Your objective - Each line of the records that holds the word "white" should be copied out.

[Items from a dataset]
##########
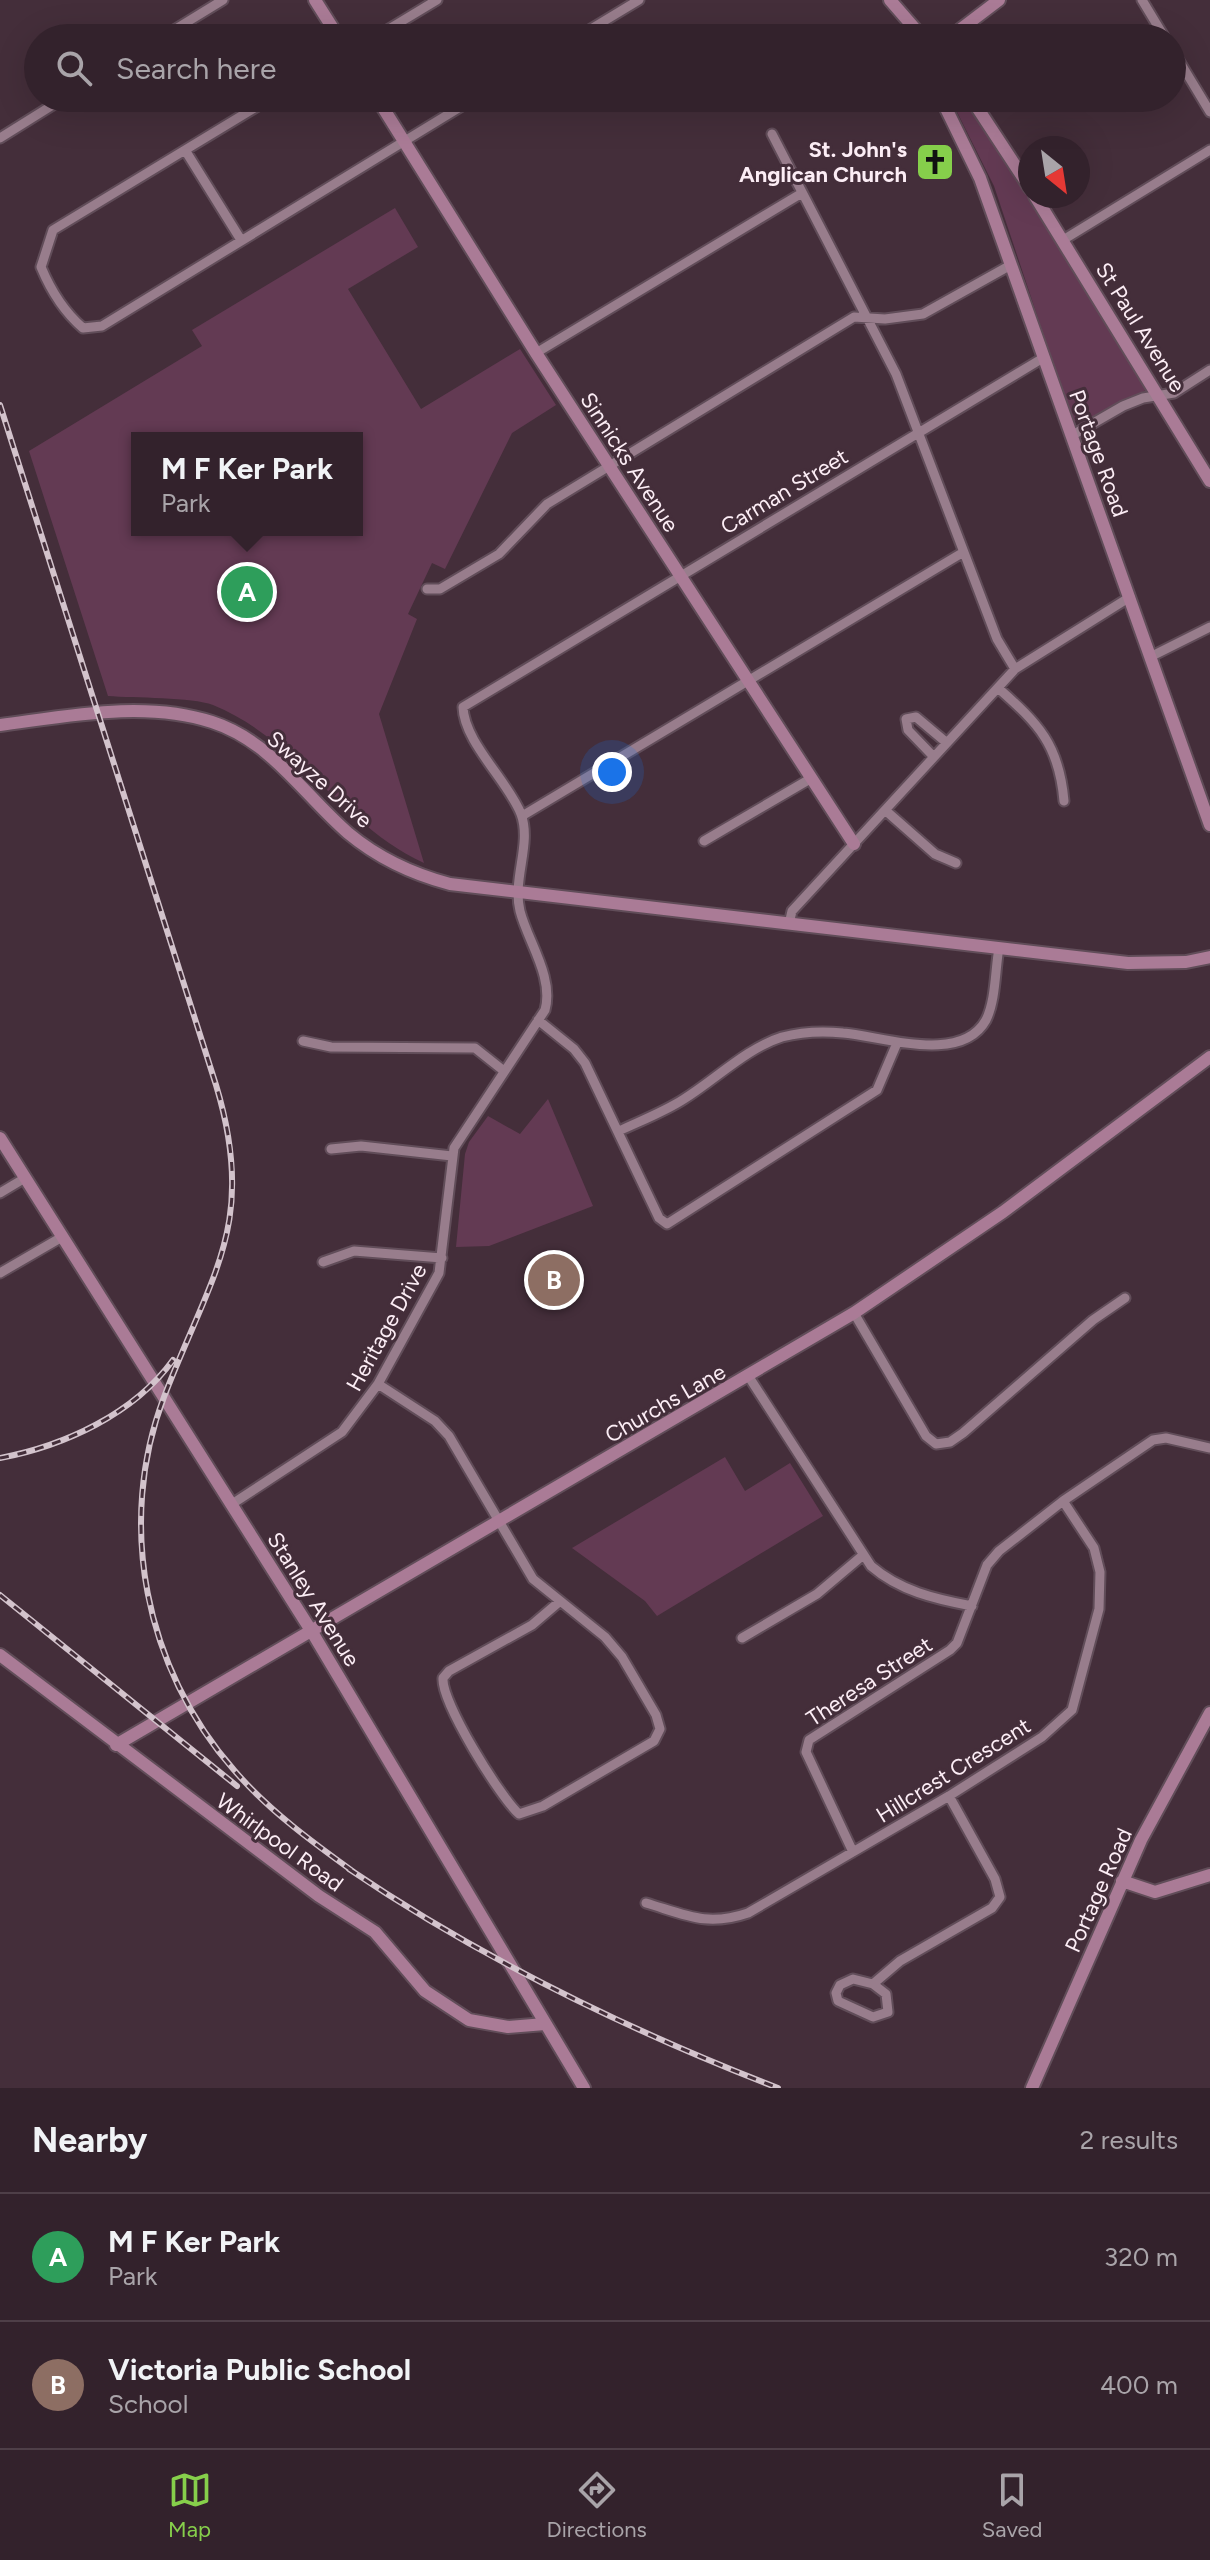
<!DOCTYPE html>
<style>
:root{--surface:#33222c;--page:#3e2f38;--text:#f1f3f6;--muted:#a9a4a9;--line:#4e3f48;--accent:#86cf4b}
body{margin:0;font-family:Figtree,sans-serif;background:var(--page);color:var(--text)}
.compass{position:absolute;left:1018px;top:136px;width:72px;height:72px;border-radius:50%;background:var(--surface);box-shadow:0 8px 32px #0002;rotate:150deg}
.you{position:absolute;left:612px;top:772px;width:28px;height:28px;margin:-20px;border:6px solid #fff;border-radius:50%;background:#1a73e8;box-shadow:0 0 0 12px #1a73e833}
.badge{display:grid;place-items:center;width:52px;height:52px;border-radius:50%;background:var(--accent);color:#fff;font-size:26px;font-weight:700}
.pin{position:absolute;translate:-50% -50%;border:4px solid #fff;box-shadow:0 2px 8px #0006}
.popup{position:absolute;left:131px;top:432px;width:232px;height:104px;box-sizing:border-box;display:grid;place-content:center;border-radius:0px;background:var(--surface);filter:drop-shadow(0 2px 6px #0005);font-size:26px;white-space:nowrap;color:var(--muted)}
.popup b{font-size:30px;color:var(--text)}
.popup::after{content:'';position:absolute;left:50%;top:100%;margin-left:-16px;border:16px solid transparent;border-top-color:var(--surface)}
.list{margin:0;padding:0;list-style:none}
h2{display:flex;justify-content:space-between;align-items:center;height:104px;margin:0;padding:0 32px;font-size:34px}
h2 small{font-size:26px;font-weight:400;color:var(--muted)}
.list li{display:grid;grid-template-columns:52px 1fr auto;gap:24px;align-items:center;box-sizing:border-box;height:128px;padding:0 32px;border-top:2px solid var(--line)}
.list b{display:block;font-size:30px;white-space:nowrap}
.list p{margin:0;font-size:26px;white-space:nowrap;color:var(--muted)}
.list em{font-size:26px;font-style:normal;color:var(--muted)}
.icon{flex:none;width:44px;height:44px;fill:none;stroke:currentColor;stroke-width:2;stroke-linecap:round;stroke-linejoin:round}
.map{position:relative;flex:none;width:1210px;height:2088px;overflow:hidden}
.search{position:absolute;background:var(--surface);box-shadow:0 8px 32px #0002;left:24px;right:24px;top:24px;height:88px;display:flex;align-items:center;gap:20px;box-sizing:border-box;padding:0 28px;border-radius:44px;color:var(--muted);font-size:30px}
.sheet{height:360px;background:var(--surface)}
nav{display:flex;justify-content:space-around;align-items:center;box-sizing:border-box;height:112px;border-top:2px solid var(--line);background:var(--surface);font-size:22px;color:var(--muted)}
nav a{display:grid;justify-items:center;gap:4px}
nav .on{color:var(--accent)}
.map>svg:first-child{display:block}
.green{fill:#633a53;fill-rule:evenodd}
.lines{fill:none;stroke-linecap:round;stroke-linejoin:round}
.street-casing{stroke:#614d59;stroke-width:13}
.secondary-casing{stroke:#614d59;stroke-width:16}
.street{stroke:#987d8c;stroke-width:9}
.secondary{stroke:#aa7b96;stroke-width:12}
.rail-casing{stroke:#d3c3cc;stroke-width:6}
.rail{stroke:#442e3a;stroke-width:3;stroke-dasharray:9;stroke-linecap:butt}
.labels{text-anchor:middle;stroke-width:6;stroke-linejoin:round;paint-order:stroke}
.poi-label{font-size:22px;font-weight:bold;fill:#fcedf5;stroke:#442e3a;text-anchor:end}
.street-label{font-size:22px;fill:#fcedf5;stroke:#442e3a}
</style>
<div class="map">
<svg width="1210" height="2088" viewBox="0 0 1210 2088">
<rect width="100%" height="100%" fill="#442e3a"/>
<!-- green -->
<path class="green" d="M 950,98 L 961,98 L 987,129 L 1146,384 L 1146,390 L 1084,424 L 1072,420 L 994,186 Z
M 395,208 L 418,247 L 348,289 L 421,409 L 520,349 L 556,405 L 512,433 L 445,569 L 432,563 L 408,614 L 417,619 L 379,714 L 424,863 C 344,827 297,739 213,705 C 192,697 134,698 108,696 L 29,451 L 202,346 L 192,330 ZM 137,438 L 357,438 L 357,530 L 137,530 Z
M 548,1099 L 593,1206 L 489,1246 L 456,1247 L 465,1154 L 469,1142 L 488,1116 L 520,1134 Z
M 725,1457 L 745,1491 L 790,1463 L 823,1516 L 657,1616 L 645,1601 L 572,1548 Z"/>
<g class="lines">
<!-- street casing -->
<g class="street-casing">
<path id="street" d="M 1142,0 L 1165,38
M 161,38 L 223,0
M 374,38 L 437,0
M 576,38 L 639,0
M 1172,49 L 1210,112
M 271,98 L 53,230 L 41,267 C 51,291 63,311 83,328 L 102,326 L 475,98
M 772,134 L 896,374 L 997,639 L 1015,669
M 0,138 L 64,98
M 185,150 L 241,240
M 1063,240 L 1210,150
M 536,353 L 802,193
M 1071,436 L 1123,406 L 1143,398 L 1174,393 L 1210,370
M 427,589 L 440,589 L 499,554 L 547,504 L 854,317 L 885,319 L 923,314 L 1009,266
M 1152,656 L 1210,627
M 998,688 C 1039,724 1059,745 1064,801
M 933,756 L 908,730 L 906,719 L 916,717 L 947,743
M 885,810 L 935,854 L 956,863
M 522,816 L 962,553
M 704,841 L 810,779
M 789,924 L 792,911 L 1015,669 L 1130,597
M 538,1020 L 574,1049 L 585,1063 L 659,1218 L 667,1224 L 877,1090 L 897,1043
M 303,1041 L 331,1047 L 475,1048 L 504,1071
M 619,1131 C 640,1121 664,1112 684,1099 C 716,1079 747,1048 782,1037 C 801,1032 824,1031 843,1033 C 882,1036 961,1065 986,1020 C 996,1000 995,969 999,948
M 331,1149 L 361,1146 L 452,1156
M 0,1193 L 25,1178
M 323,1262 L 354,1251 L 442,1258
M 0,1273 L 62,1237
M 854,1313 L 926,1436 L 936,1444 L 950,1442 L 963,1433 L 1093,1320 L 1125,1298
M 749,1377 L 871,1566 C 900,1591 935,1599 972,1606
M 378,1384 L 435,1421 L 449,1436 L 533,1579 L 605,1637 L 622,1657 L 656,1715 L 660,1729 L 654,1741 L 543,1806 L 519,1814 C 500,1797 441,1702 443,1678 L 449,1671 L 532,1625 L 559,1602
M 232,1504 L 342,1432 L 378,1384 L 439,1273 L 454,1148 L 545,1010 C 554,977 528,942 520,911 C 512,879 532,844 521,814 C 508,781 464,742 463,707 L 1043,358
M 742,1638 L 817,1594 L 862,1556
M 853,1852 L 806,1752 L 809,1740 L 950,1650 L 957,1643 L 987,1565 L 999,1551 L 1063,1501 L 1153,1440 L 1166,1438 L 1210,1448
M 646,1903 C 686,1915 707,1927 748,1913 L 949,1796 L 1042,1737 L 1072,1710 L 1099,1609 L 1100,1572 L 1094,1548 L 1063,1501
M 853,1979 L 873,1984 L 886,1994 L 888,2012 L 873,2017 L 838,2001 L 836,1993 L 840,1985 Z
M 873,1984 L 900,1961 L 992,1908 L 1000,1897 L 995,1879 L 949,1796"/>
</g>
<!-- secondary casing -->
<g class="secondary-casing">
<path id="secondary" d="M 315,0 L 339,38
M 890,0 L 923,38
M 949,38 L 999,0
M 377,98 L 536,353 L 854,844
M 941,98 L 980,178 L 1210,825
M 971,98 L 1030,188
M 1035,196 L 1210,481
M 0,725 C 68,716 145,700 212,722 C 271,741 303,794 348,833 C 378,858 412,874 450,884 L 1128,963 L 1186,962 L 1210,957
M 0,1138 L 312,1632 L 584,2088
M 0,1655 L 319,1896 L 375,1932 L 425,1991 L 469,2020 L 508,2027 L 545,2024
M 116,1745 L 854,1313 L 1003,1212 L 1210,1057
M 1122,1881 L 1155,1892 L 1210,1875
M 1032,2088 L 1141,1840 L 1210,1713"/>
</g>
<!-- street -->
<use href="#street" class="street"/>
<!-- secondary -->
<use href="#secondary" class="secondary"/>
<!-- rail casing -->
<g class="rail-casing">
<path id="rail" d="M 0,405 L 216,1085 C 258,1224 211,1274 164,1397 C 116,1523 145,1669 234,1770 C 269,1811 315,1844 358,1875
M 0,1458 C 64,1446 134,1414 173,1360
M 0,1595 L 237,1786
M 349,1869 C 482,1959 628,2030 778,2088"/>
</g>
<!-- rail -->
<use href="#rail" class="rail"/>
</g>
<!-- icons -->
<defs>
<g id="church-square" transform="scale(2)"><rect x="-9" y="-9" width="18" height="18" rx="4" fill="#86cf4b" stroke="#442e3a"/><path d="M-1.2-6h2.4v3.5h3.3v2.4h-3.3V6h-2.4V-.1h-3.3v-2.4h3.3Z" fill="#111"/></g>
</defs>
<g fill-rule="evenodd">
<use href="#church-square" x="935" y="162"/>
</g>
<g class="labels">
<!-- poi labels -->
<g class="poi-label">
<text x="907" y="157">St. John's<tspan x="907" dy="25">Anglican Church</tspan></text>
</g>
<!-- street labels -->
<g class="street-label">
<text transform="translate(1141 327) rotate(58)" y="8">St Paul Avenue</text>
<text transform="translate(1099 453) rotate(70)" y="8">Portage Road</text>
<text transform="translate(630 462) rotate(57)" y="8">Sinnicks Avenue</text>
<text transform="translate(784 491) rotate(-31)" y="8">Carman Street</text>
<text transform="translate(320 779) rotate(42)" y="8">Swayze Drive</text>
<text transform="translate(386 1327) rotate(-61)" y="8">Heritage Drive</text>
<text transform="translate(665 1403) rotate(-30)" y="8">Churchs Lane</text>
<text transform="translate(314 1599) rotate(58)" y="8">Stanley Avenue</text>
<text transform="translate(869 1681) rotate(-33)" y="8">Theresa Street</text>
<text transform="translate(953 1770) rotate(-32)" y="8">Hillcrest Crescent</text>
<text transform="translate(280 1842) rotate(36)" y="8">Whirlpool Road</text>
<text transform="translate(1098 1890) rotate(-66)" y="8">Portage Road</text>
</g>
</g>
</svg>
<svg class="compass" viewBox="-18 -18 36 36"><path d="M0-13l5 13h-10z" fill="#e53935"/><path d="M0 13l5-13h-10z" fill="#a9a4a9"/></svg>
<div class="you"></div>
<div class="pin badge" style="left:247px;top:592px;background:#2e9e5b">A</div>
<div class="popup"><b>M F Ker Park</b>Park</div>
<div class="pin badge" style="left:554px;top:1280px;background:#8d6e63">B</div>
<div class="search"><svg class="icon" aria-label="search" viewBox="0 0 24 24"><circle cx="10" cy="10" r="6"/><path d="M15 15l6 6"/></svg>Search here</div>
</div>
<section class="sheet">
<h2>Nearby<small>2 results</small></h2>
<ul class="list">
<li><span class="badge" style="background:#2e9e5b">A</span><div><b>M F Ker Park</b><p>Park</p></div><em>320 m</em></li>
<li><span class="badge" style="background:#8d6e63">B</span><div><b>Victoria Public School</b><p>School</p></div><em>400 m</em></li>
</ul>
</section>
<nav>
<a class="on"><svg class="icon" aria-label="map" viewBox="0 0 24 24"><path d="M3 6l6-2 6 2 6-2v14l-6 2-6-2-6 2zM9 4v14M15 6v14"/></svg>Map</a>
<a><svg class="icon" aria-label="directions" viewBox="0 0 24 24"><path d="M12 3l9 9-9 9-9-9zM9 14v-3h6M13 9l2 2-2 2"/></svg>Directions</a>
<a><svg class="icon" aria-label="saved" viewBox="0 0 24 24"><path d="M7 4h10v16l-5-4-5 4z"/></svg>Saved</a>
</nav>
##########
Solution below -
.popup{position:absolute;left:131px;top:432px;width:232px;height:104px;box-sizing:border-box;display:grid;place-content:center;border-radius:0px;background:var(--surface);filter:drop-shadow(0 2px 6px #0005);font-size:26px;white-space:nowrap;color:var(--muted)}
.list b{display:block;font-size:30px;white-space:nowrap}
.list p{margin:0;font-size:26px;white-space:nowrap;color:var(--muted)}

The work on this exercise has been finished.